Salir diariamente a las apuradas es algo que me compone y me mira desde adentro con un gesto de: ‘te-lo-dije’, todo gracias a las secuelas que me ha dejado ser una optimista del tiempo. Siempre he creído que me bastan 30 minutos para estar lista y lo de diario: 7:45 am y restriego mis pestañas que, como persianas le abren paso al sol, miro de reojo el reloj y aún hay tiempo, siempre hay tiempo, y me regocijo de nuevo como ave en su nido entre mis cobertores rosas.

Hace unos días un grito alarmado me despertó de mi pausa soñolienta. Era mi madre: “¡Tienes 15 minutos para salir! ¿O no vas a ir hoy?”.

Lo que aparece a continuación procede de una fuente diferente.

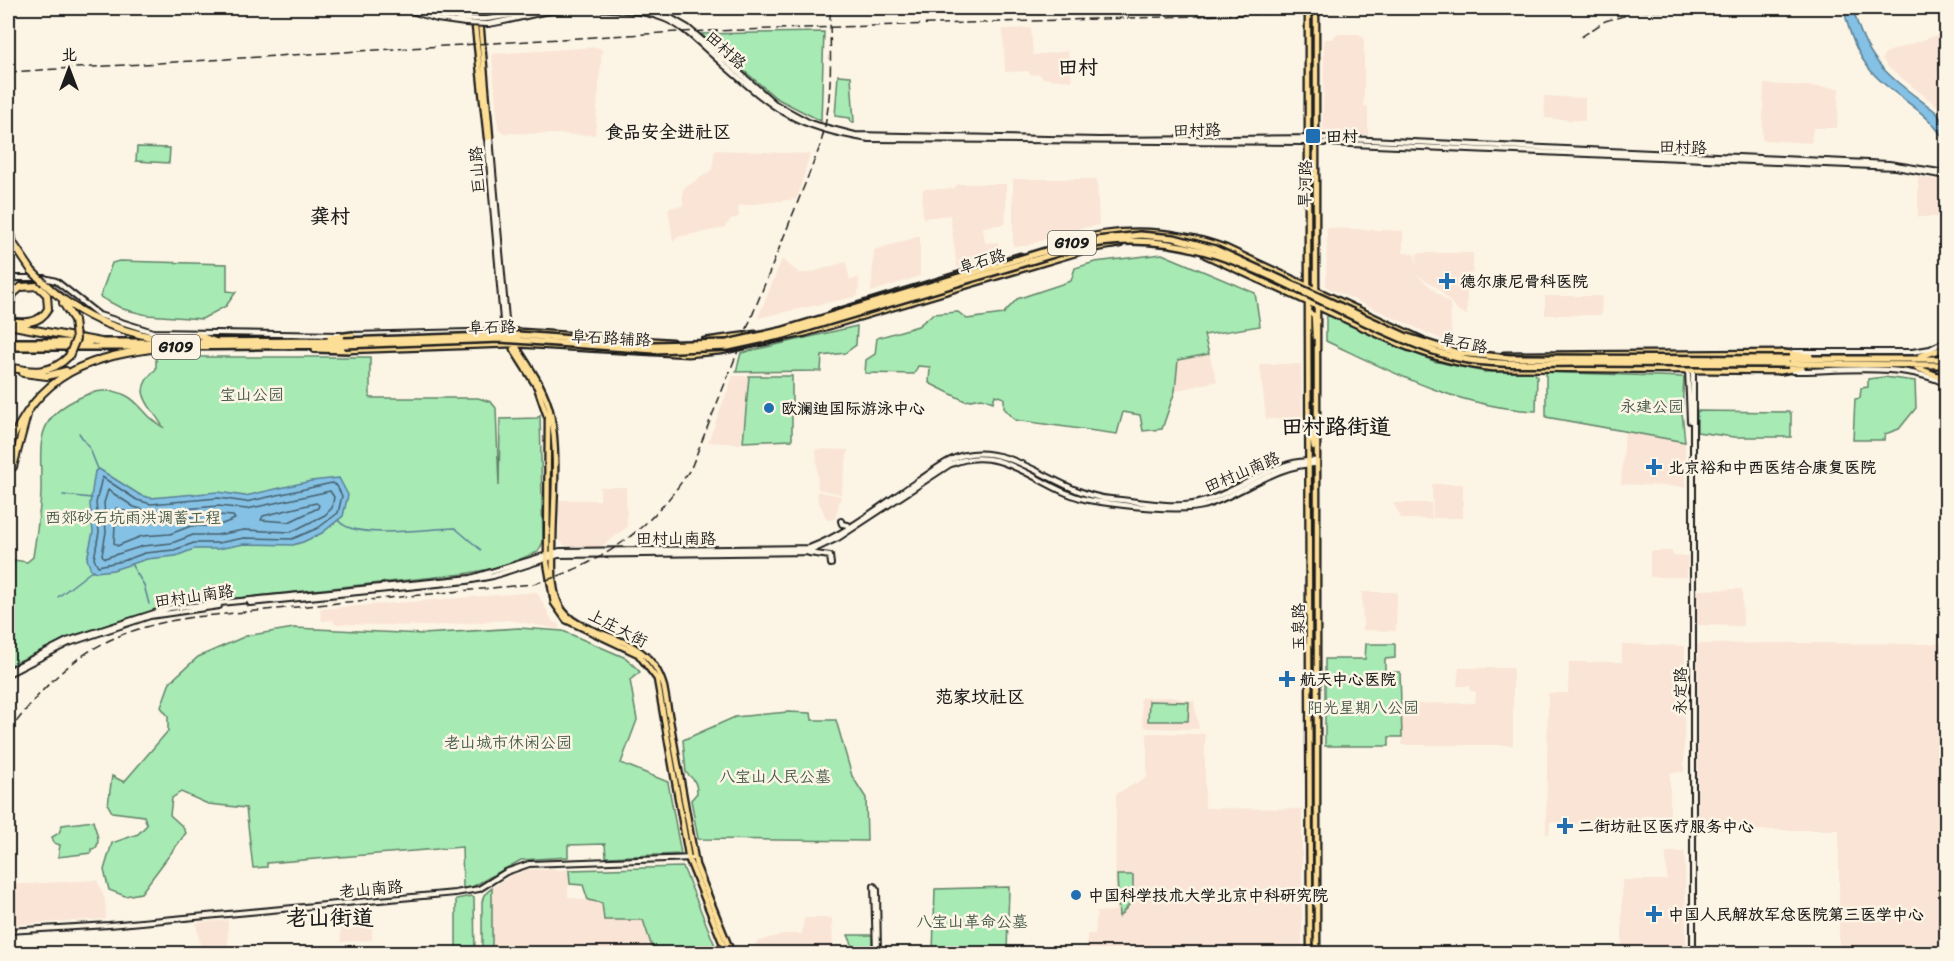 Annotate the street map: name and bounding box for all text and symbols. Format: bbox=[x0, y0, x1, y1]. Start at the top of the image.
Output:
street label: 田村路 bbox=[698, 23, 754, 77]
north arrow bbox=[39, 39, 99, 99]
text: 北 bbox=[61, 40, 77, 69]
district label: 田村 bbox=[1058, 50, 1098, 85]
street label: 田村路 bbox=[1173, 115, 1221, 145]
district label: 食品安全进社区 bbox=[605, 116, 731, 148]
place label: 田村 bbox=[1326, 122, 1358, 151]
marker: 田村 bbox=[1304, 127, 1322, 145]
street label: 田村路 bbox=[1659, 132, 1707, 162]
street label: 巨山路 bbox=[461, 145, 493, 195]
street label: 旱河路 bbox=[1290, 160, 1320, 208]
district label: 龚村 bbox=[310, 199, 350, 234]
road number: G109 bbox=[1048, 231, 1096, 255]
street label: 阜石路 bbox=[955, 240, 1009, 282]
place label: 德尔康尼骨科医院 bbox=[1460, 267, 1588, 296]
marker: 德尔康尼骨科医院 bbox=[1438, 272, 1456, 290]
street label: 阜石路 bbox=[468, 312, 516, 342]
street label: 阜石路辅路 bbox=[570, 321, 652, 355]
street label: 阜石路 bbox=[1438, 324, 1490, 362]
road number: G109 bbox=[152, 335, 200, 359]
park label: 宝山公园 bbox=[220, 380, 284, 409]
park label: 永建公园 bbox=[1620, 392, 1684, 421]
place label: 欧澜迪国际游泳中心 bbox=[781, 394, 925, 423]
marker: 欧澜迪国际游泳中心 bbox=[762, 401, 776, 415]
district label: 田村路街道 bbox=[1281, 407, 1391, 446]
street label: 田村山南路 bbox=[1200, 443, 1284, 501]
place label: 北京裕和中西医结合康复医院 bbox=[1668, 453, 1876, 482]
marker: 北京裕和中西医结合康复医院 bbox=[1645, 458, 1663, 476]
park label: 西郊砂石坑雨洪调蓄工程 bbox=[45, 503, 221, 532]
street label: 田村山南路 bbox=[636, 524, 716, 553]
street label: 田村山南路 bbox=[152, 576, 236, 616]
street label: 上庄大街 bbox=[583, 601, 653, 655]
street label: 玉泉路 bbox=[1284, 603, 1313, 651]
place label: 航天中心医院 bbox=[1300, 665, 1396, 694]
street label: 永定路 bbox=[1666, 667, 1695, 715]
marker: 航天中心医院 bbox=[1278, 670, 1296, 688]
district label: 范家坟社区 bbox=[935, 681, 1025, 713]
park label: 阳光星期八公园 bbox=[1307, 693, 1419, 722]
park label: 老山城市休闲公园 bbox=[444, 728, 572, 757]
park label: 八宝山人民公墓 bbox=[719, 762, 831, 791]
place label: 二街坊社区医疗服务中心 bbox=[1578, 812, 1754, 841]
marker: 二街坊社区医疗服务中心 bbox=[1556, 817, 1574, 835]
street label: 老山南路 bbox=[338, 872, 404, 906]
place label: 中国科学技术大学北京中科研究院 bbox=[1088, 881, 1328, 910]
marker: 中国科学技术大学北京中科研究院 bbox=[1069, 888, 1083, 902]
district label: 老山街道 bbox=[286, 898, 374, 937]
place label: 中国人民解放军总医院第三医学中心 bbox=[1668, 900, 1924, 929]
marker: 中国人民解放军总医院第三医学中心 bbox=[1645, 905, 1663, 923]
park label: 八宝山革命公墓 bbox=[916, 907, 1028, 936]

Desenfundé mis energías y elegí a tientas qué ponerme, di vueltas a todo el grifo de agua caliente y a unos chorritos de agua fría: 3 minutos; no canté bajo la ducha, lavaba mis dientes. Me guardé entre los párpados las lentillas y todo mi alrededor ya era en HD, abrí mi arsenal de pastillas y tragué automáticamente las mismas cinco de siempre, me ensarté la bolsa de tuppers en el hombro y partí carrera con los cabellos escurridos, rogándole a cronos alcanzar el tren de las 8:35 am.

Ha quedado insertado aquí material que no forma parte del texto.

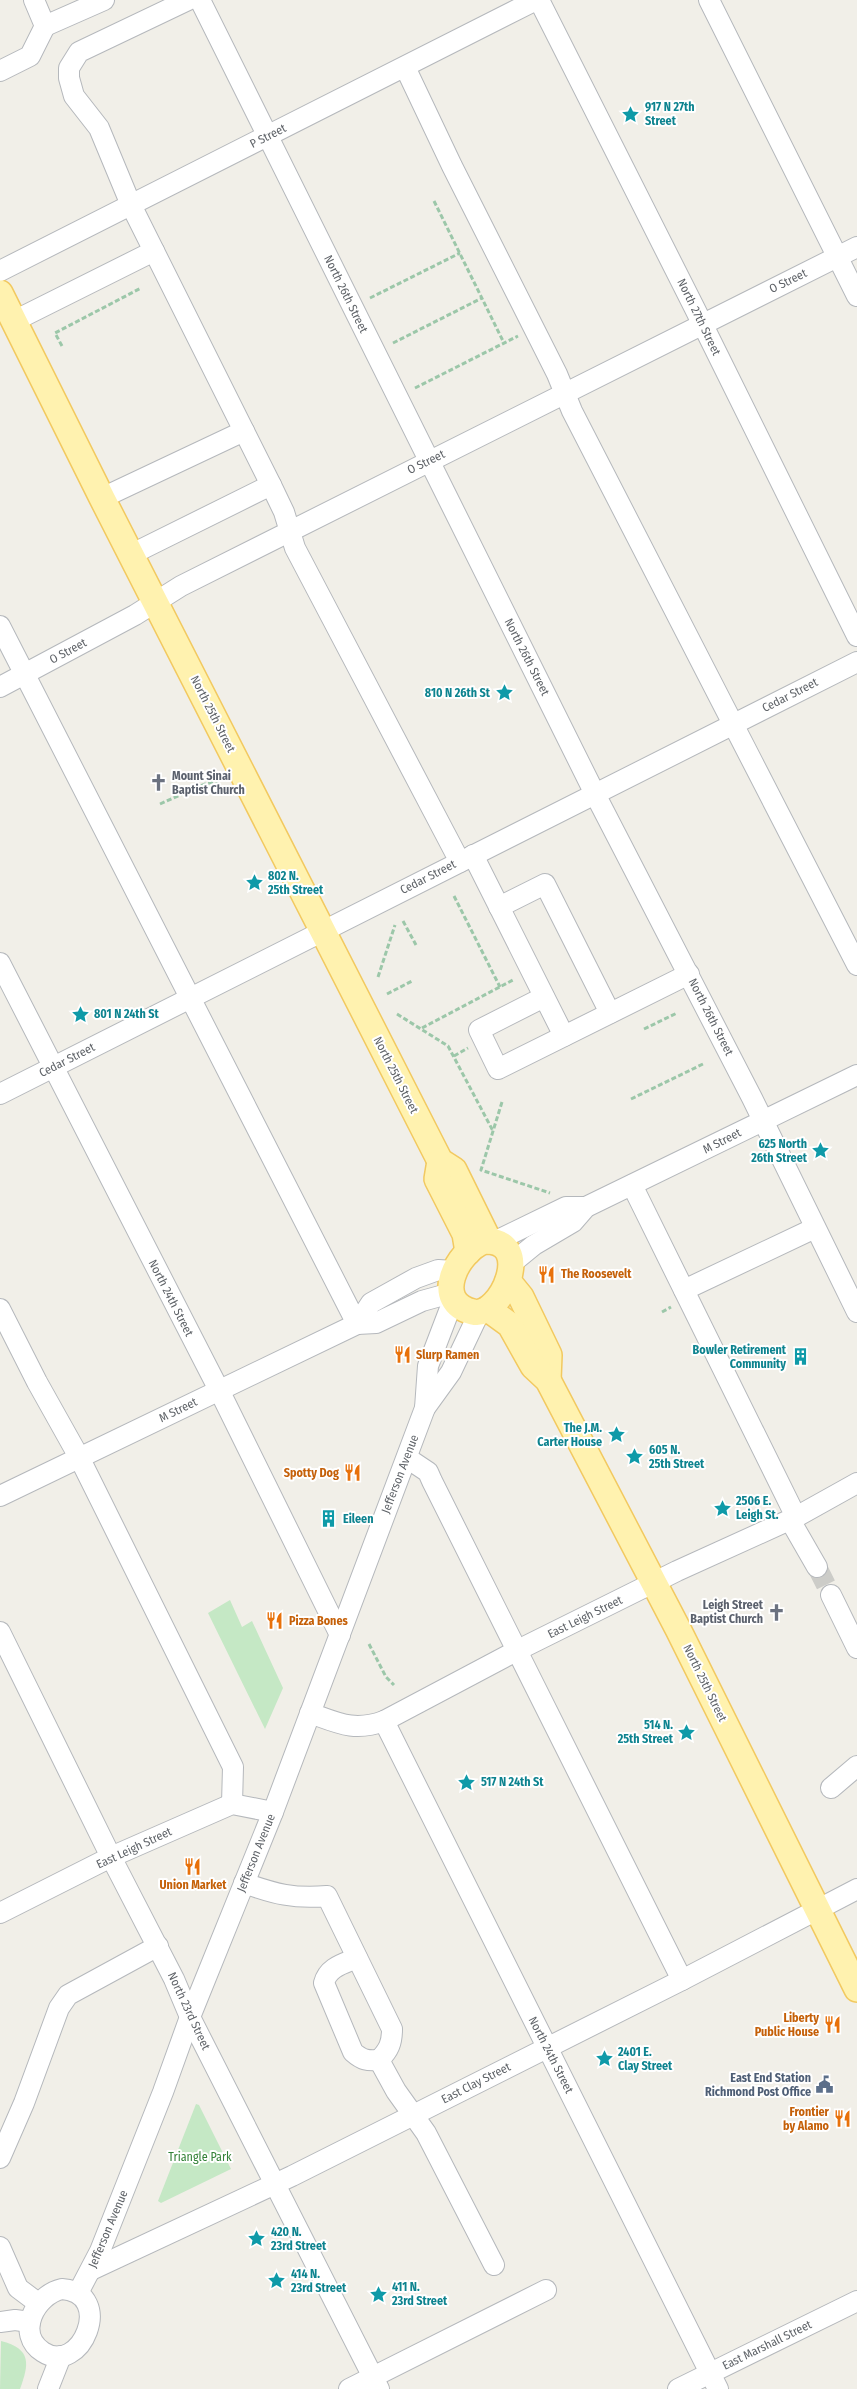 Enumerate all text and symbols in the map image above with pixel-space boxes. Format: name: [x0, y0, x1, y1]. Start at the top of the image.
place label: 917 N 27th Street: [645, 100, 695, 128]
place icon: 917 N 27th Street: [621, 104, 641, 124]
street label: P Street: [248, 121, 288, 151]
street label: North 26th Street: [321, 253, 371, 335]
street label: O Street: [767, 266, 809, 296]
street label: North 27th Street: [674, 276, 724, 358]
street label: O Street: [405, 447, 447, 477]
street label: North 26th Street: [502, 616, 552, 698]
street label: O Street: [47, 635, 89, 667]
street label: North 25th Street: [188, 673, 238, 755]
street label: Cedar Street: [760, 675, 820, 715]
place icon: 810 N 26th St: [494, 683, 514, 703]
place label: 810 N 26th St: [425, 686, 491, 700]
place label: Mount Sinai Baptist Church: [172, 769, 245, 797]
church icon: Mount Sinai Baptist Church: [148, 773, 168, 793]
street label: Cedar Street: [398, 857, 458, 897]
place label: 802 N. 25th Street: [267, 869, 324, 897]
place icon: 802 N. 25th Street: [244, 873, 264, 893]
street label: North 26th Street: [686, 976, 736, 1058]
place icon: 801 N 24th St: [70, 1004, 90, 1024]
place label: 801 N 24th St: [94, 1007, 160, 1021]
street label: North 25th Street: [371, 1034, 421, 1116]
street label: Cedar Street: [37, 1040, 97, 1080]
street label: M Street: [701, 1125, 743, 1157]
place label: 625 North 26th Street: [750, 1137, 808, 1165]
place icon: 625 North 26th Street: [811, 1141, 831, 1161]
street label: North 24th Street: [146, 1257, 196, 1339]
restaurant icon: The Roosevelt: [537, 1264, 557, 1284]
place label: The Roosevelt: [561, 1267, 632, 1281]
place label: Bowler Retirement Community: [693, 1343, 787, 1371]
restaurant icon: Slurp Ramen: [392, 1345, 412, 1365]
building icon: Bowler Retirement Community: [790, 1347, 810, 1367]
place label: Slurp Ramen: [416, 1348, 479, 1362]
street label: M Street: [157, 1395, 199, 1425]
place label: The J.M. Carter House: [537, 1421, 602, 1449]
place icon: The J.M. Carter House: [606, 1425, 626, 1445]
street label: Jefferson Avenue: [379, 1433, 421, 1515]
place label: 605 N. 25th Street: [648, 1443, 705, 1471]
place icon: 605 N. 25th Street: [625, 1447, 645, 1467]
restaurant icon: Spotty Dog: [343, 1463, 363, 1483]
place label: Spotty Dog: [284, 1466, 339, 1480]
place label: 2506 E. Leigh St.: [735, 1494, 779, 1522]
place icon: 2506 E. Leigh St.: [712, 1498, 732, 1518]
building icon: Eileen: [319, 1509, 339, 1529]
place label: Eileen: [343, 1512, 373, 1526]
street label: East Leigh Street: [545, 1593, 625, 1641]
place label: Leigh Street Baptist Church: [690, 1598, 764, 1626]
church icon: Leigh Street Baptist Church: [767, 1602, 787, 1622]
restaurant icon: Pizza Bones: [265, 1611, 285, 1631]
place label: Pizza Bones: [289, 1614, 348, 1628]
street label: North 25th Street: [680, 1642, 730, 1724]
place label: 514 N. 25th Street: [617, 1718, 674, 1746]
place icon: 514 N. 25th Street: [677, 1722, 697, 1742]
place icon: 517 N 24th St: [457, 1772, 477, 1792]
place label: 517 N 24th St: [481, 1775, 544, 1789]
street label: Jefferson Avenue: [234, 1812, 278, 1894]
street label: East Leigh Street: [94, 1824, 174, 1872]
restaurant icon: Union Market: [183, 1856, 203, 1876]
place label: Union Market: [160, 1878, 227, 1892]
street label: North 23rd Street: [165, 1970, 213, 2052]
place label: Liberty Public House: [755, 2011, 819, 2039]
street label: North 24th Street: [526, 2014, 576, 2096]
restaurant icon: Liberty Public House: [823, 2015, 843, 2035]
place label: 2401 E. Clay Street: [617, 2045, 673, 2073]
place icon: 2401 E. Clay Street: [594, 2049, 614, 2069]
street label: East Clay Street: [439, 2060, 513, 2106]
place label: East End Station Richmond Post Office: [705, 2071, 811, 2099]
public building icon: East End Station Richmond Post Office: [815, 2075, 835, 2095]
place label: Frontier by Alamo: [783, 2105, 830, 2133]
restaurant icon: Frontier by Alamo: [833, 2109, 853, 2129]
park label: Triangle Park: [168, 2150, 232, 2164]
street label: Jefferson Avenue: [85, 2188, 131, 2270]
place label: 420 N. 23rd Street: [270, 2225, 327, 2253]
place icon: 420 N. 23rd Street: [247, 2229, 267, 2249]
place label: 414 N. 23rd Street: [290, 2267, 347, 2295]
place icon: 414 N. 23rd Street: [267, 2271, 287, 2291]
place label: 411 N. 23rd Street: [391, 2280, 448, 2308]
place icon: 411 N. 23rd Street: [368, 2284, 388, 2304]
street label: East Marshall Street: [720, 2317, 814, 2373]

Y es que ir hasta la estación 18 de marzo es casi una carrera de obstáculos sobre mis tacones del diez. Me fui a paso veloz, como los caballos, sin mirar a los lados y sentí cómo los minutos se diluían al responderle el saludo a la vecina de grandes lentes y cabello gris, porque soy como una cajita para el desahogo de sus penas, salté banquetas levantadas por las raíces de los árboles y rodeé la casa verde para que no me ladren los tres schnauzers que se creen de pelea, logrando con ello torear a los coches que no respetan las vueltas con flecha y ya no hubo tiempo, no crucé hacia la estación por el puente.

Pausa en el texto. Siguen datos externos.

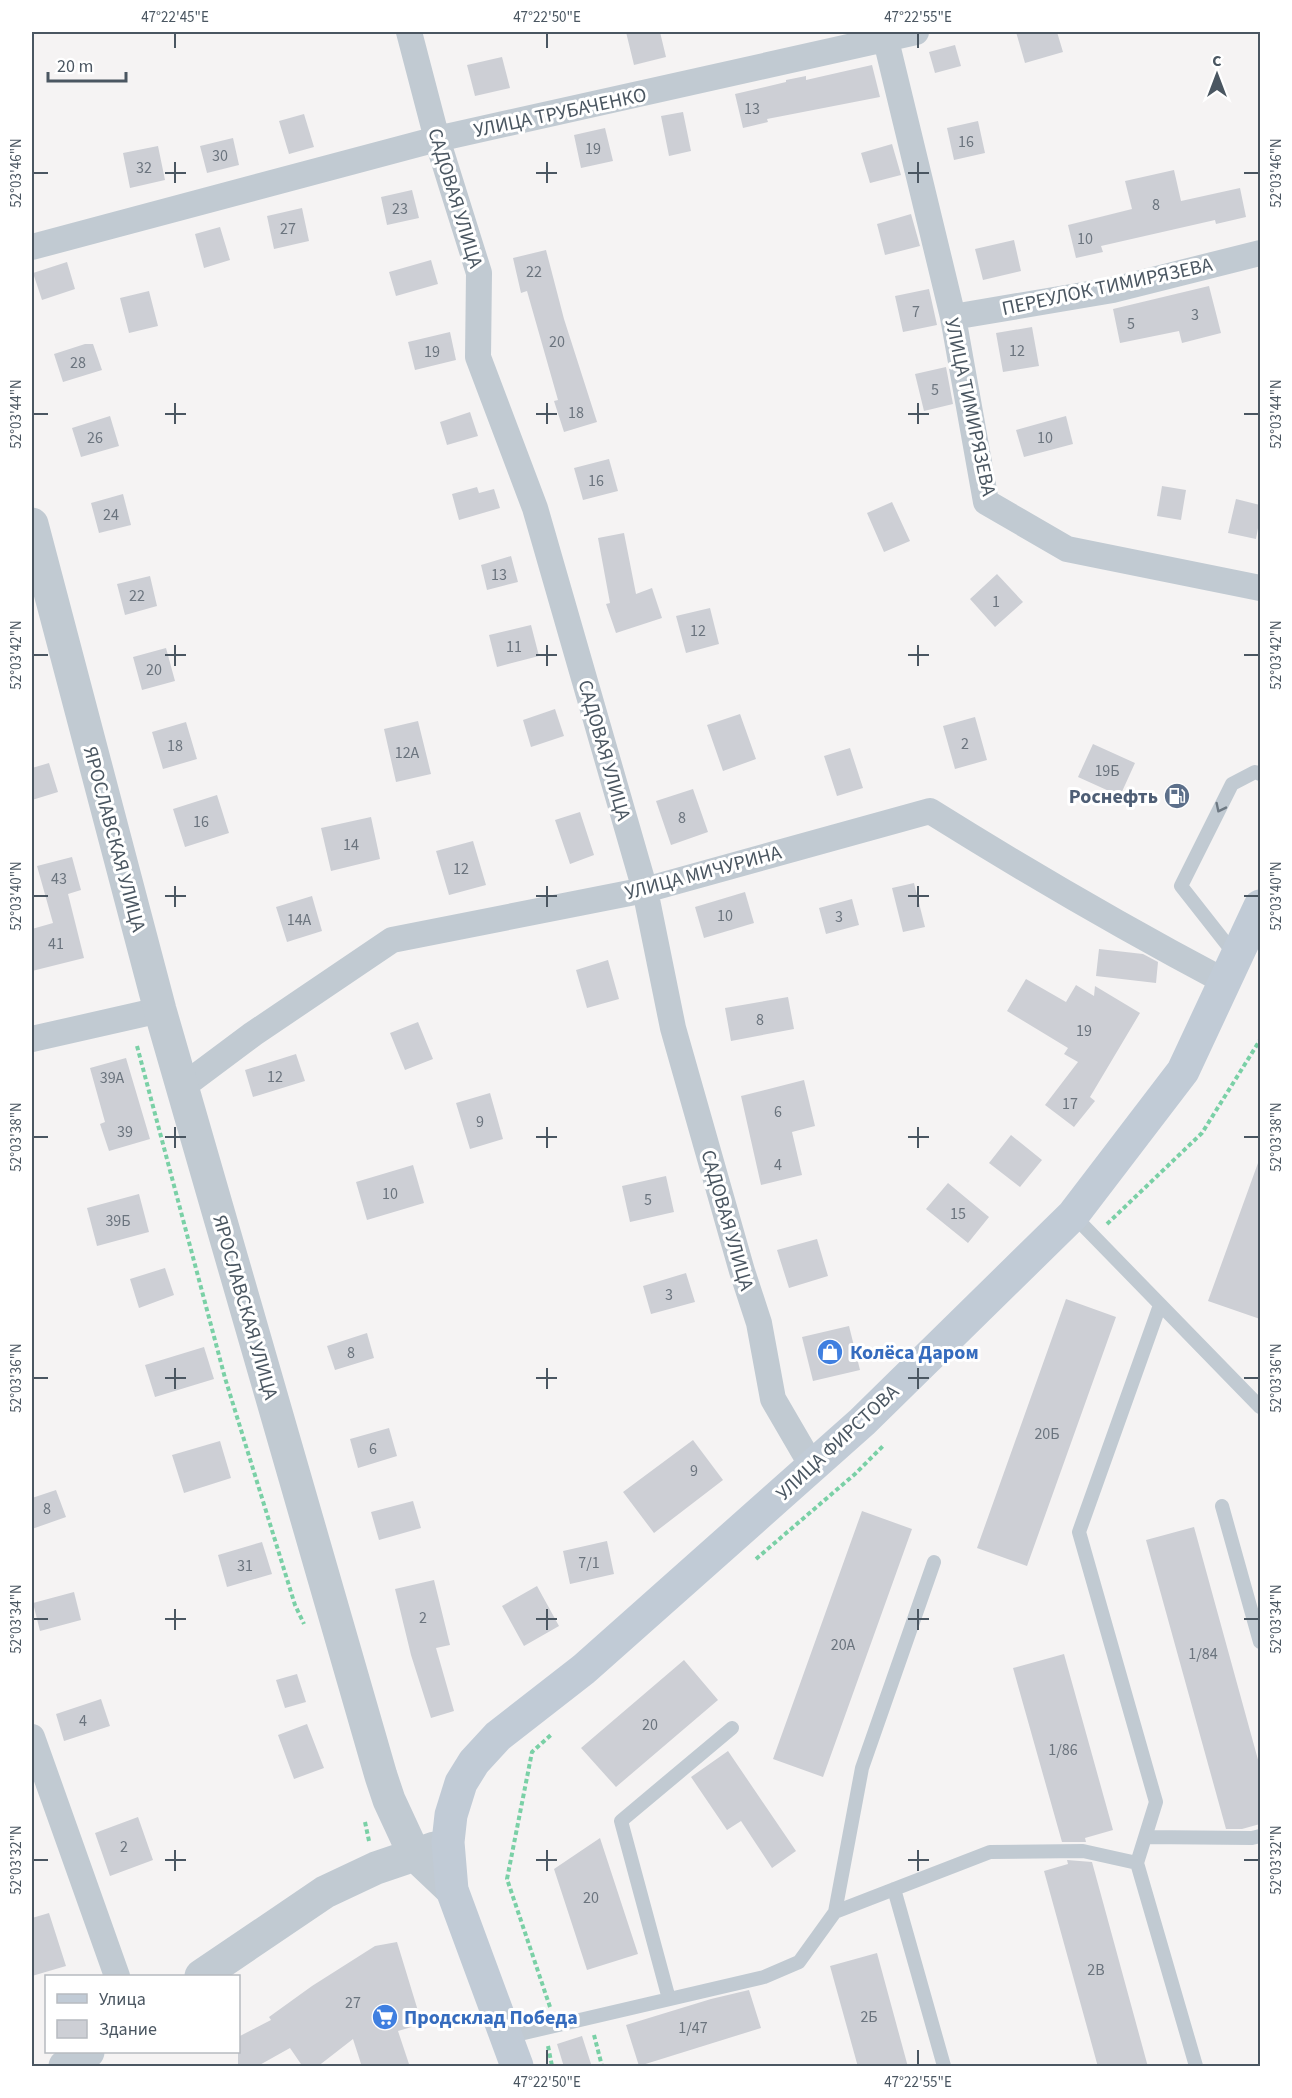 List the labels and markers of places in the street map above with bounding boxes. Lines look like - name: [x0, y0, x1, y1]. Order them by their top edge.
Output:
- fuel station icon: Роснефть: [1162, 781, 1192, 811]
- place label: Роснефть: [1069, 783, 1158, 811]
- shop icon: Колёса Даром: [815, 1337, 845, 1367]
- place label: Колёса Даром: [850, 1339, 979, 1367]
- supermarket icon: Продсклад Победа: [370, 2002, 400, 2032]
- place label: Продсклад Победа: [404, 2004, 578, 2032]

Hurgué mi cartera mientras un puño de personas no pasaba más allá de la raya amarilla del machuelo, pero llegó el tren y abrió sus apretadas puertas: no había paso, sólo espaldas y muecas de apretujamiento dentro de los vagones. Ése era mi tren y yo no encontré a tiempo un par de monedas para pagar con la cantidad exacta. Se me cayó la cara en un puchero, esperé 6 minutos más y los vagones estaban con menos aire que el anterior. Hice gala de mi tamaño petite y entre arremangados y arrempujados me refugié en una esquinita donde al cerrar las puertas, mientras veía máscaras desencajadas que se quedaron en espera de otro viaje.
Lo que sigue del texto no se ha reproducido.